はいほー通信 短歌編

主に「題詠100首」参加を中心に、管理人中村が詠んだ短歌を掲載していきます。

湾岸戦争におけるニューウェーブの役割~荻原裕幸「日本空爆 1991」を題材として (4)

2012年09月21日 19時54分13秒 | インターミッション(論文等)

   4.まとめ


連作「日本空爆 1991」を近的、遠的に眺めてきた。
これは、ニューウェーブ運動全体から言っても、一種の極北的作品であり、一首としてはともかく、連作ではこれ以上過激な一連は発表されていない(発表されても、すべてこの連作の亜種としてしか見られなくなっている)。
実際、荻原裕幸も、この一連を含む記号短歌を作った後、盟友である穂村弘や加藤治郎から「そろそろ帰ってこいよ」と言われた、と述懐している(2011年『未来』創刊六〇周年記念大会「ニューウェーブ徹底検証」席上において)。
それほどまでにこの一連は実験的であり、同時に荻原裕幸自身の短歌観が詰まった作品だった。

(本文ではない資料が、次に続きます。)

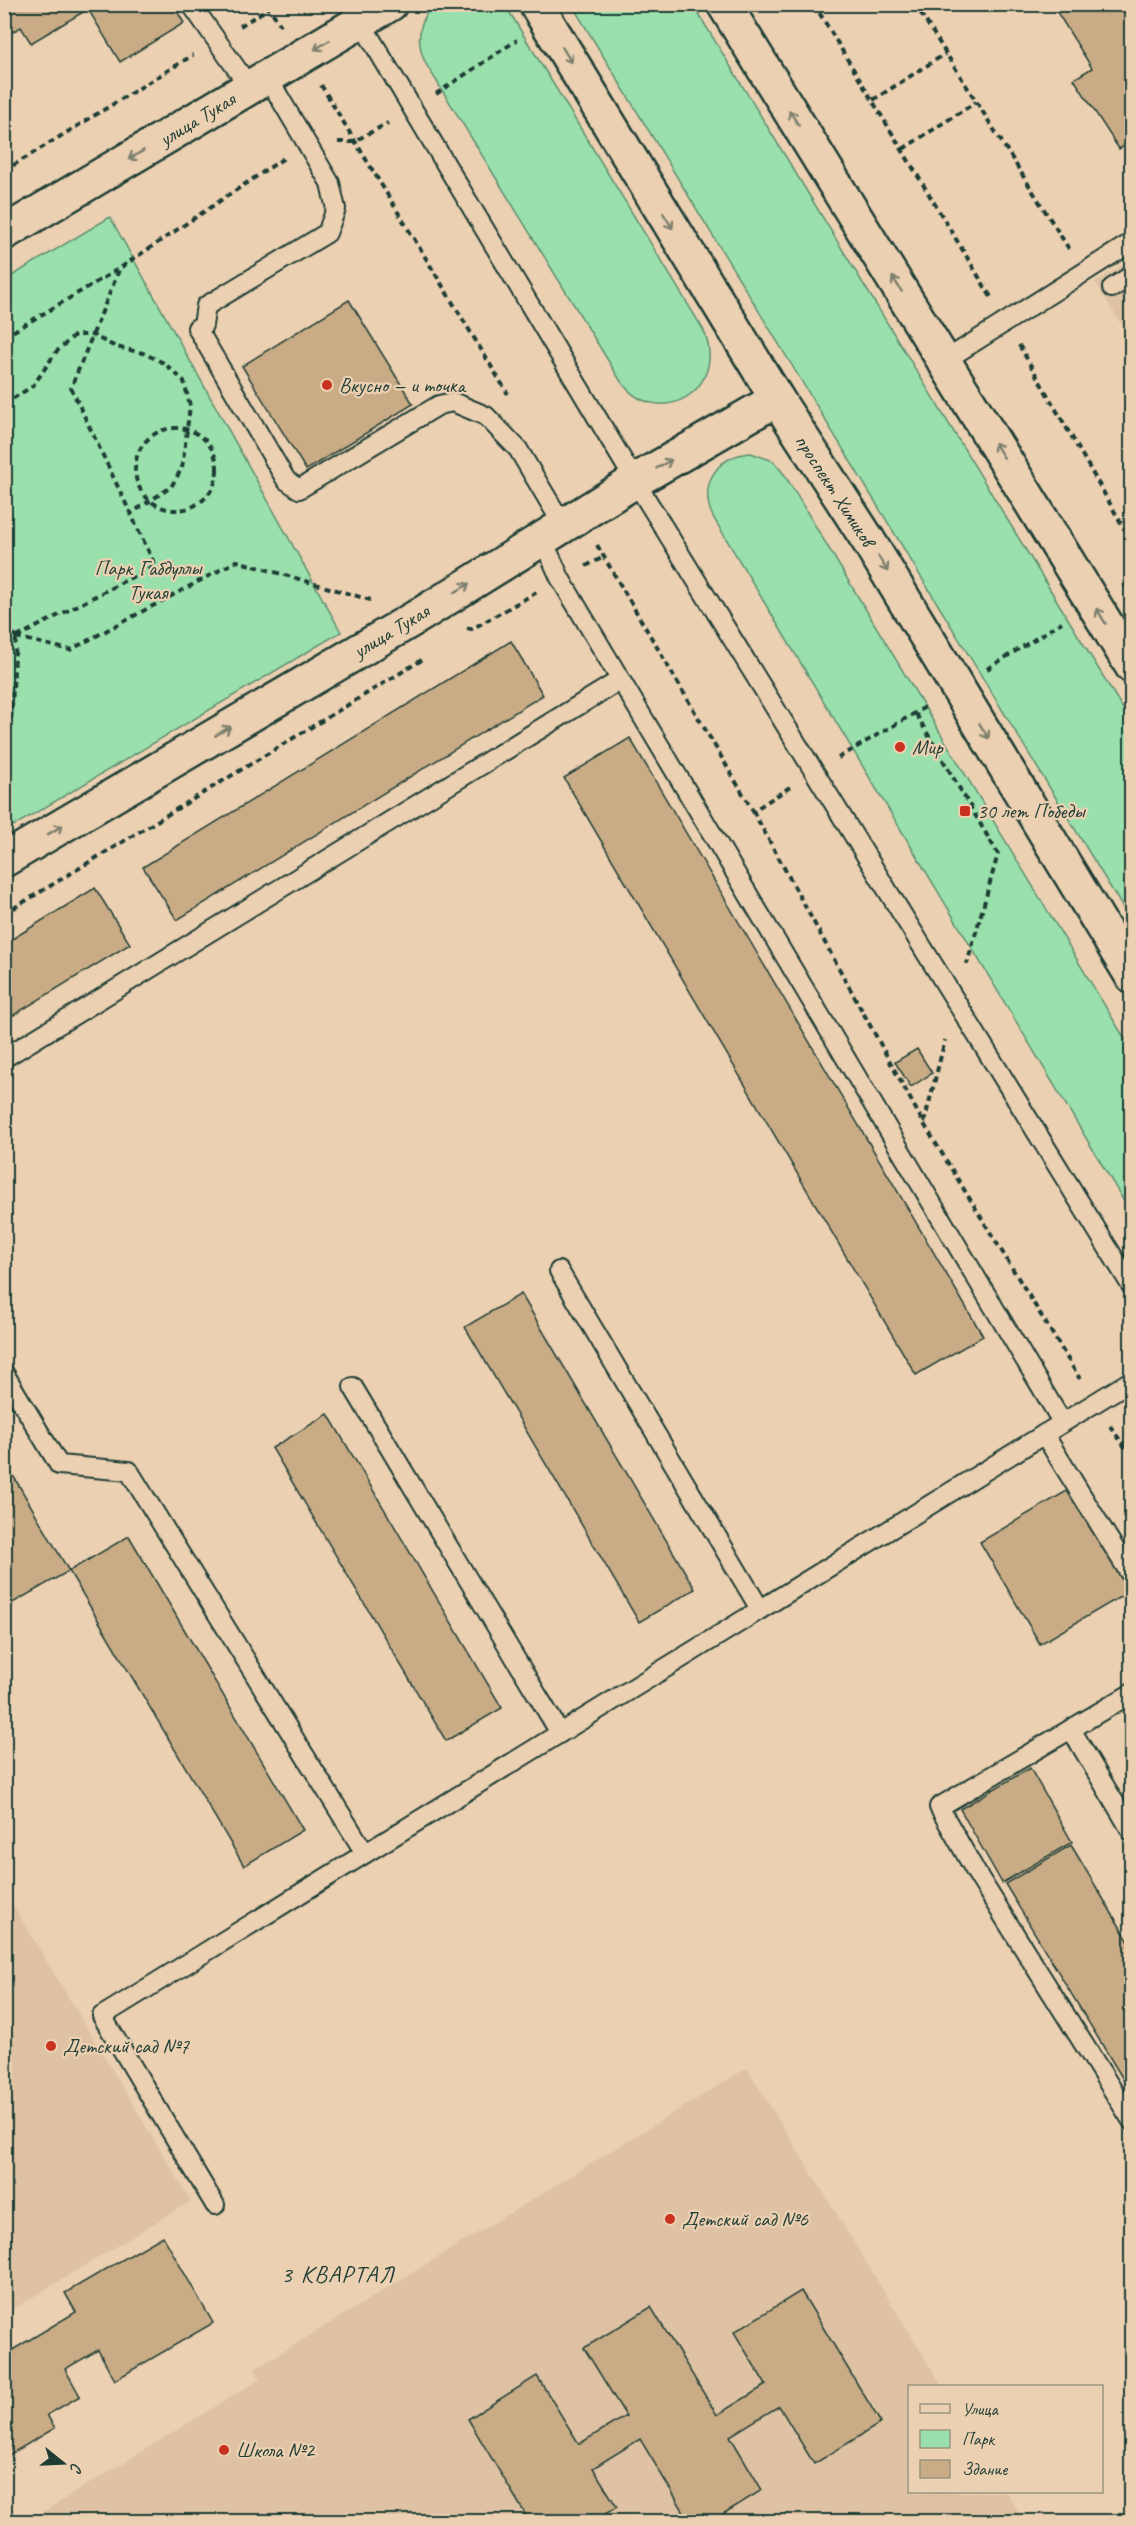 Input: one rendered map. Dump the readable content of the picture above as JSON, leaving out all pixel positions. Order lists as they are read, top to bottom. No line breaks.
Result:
{"streets":{"main road":["улица Тукая","проспект Химиков"]},"crossings":[["улица Тукая","проспект Химиков"]],"districts":["3 КВАРТАЛ"],"parks":["Парк Габдуллы Тукая"],"places":{"other":["Вкусно — и точка","Мир","Детский сад №7","Детский сад №6","Школа №2"],"transit":["30 лет Победы"]},"legend":["Улица","Парк","Здание"],"north":"right"}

同時に、短歌が示すことの出来る機会詠、時事詠としても、この作品は、その裾野をぐっと広げた、と言って良いだろう。
湾岸戦争以後、日本を波状攻撃的に襲い、今も襲い続けている様々な事件について、短歌が曲がりなりにも対応を示し続けている一つのきっかけとして(反発、拒否も含め)、この「日本空爆 1991」は位置してはいないだろうか。

初出誌に付されたコメントで、荻原裕幸はこう言っている。

「日本もまた湾岸戦争といふ物語を、悪意があるかないかは知らないが、特殊な演出をしながら報道してゐるやうにしか見えないのだ。なぜこんなにリアリティがないのだらう。(中略)「日本空爆 1991」は、リアリティを失つて困つている僕の、精一杯のところで出した答である。」

また、歌集『あるまじろん』のコメントでは、こうも言っている。

「湾岸戦争でのアメリカ軍の力はもの凄かつたけれど、湾岸戦争そのものが世界にふりまいた力は、そのアメリカ軍もかすんでしまふくらゐに烈しかつたと思ふ。(中略)一九九一年、それはぼくたちが、そして言葉が、いかに無力かといふことを思ひ知らされた年だつた」

「リアリティ」を失い、「言葉」の無力を思い知らされる。
我々は、何度もその思いを噛みしめてきた。
「湾岸戦争」とはこうした、世界が高度に情報化され、同時に、言葉が単なる言葉として機能することが難しくなるほど複雑化された《現在》への、入口だったのかも知れない。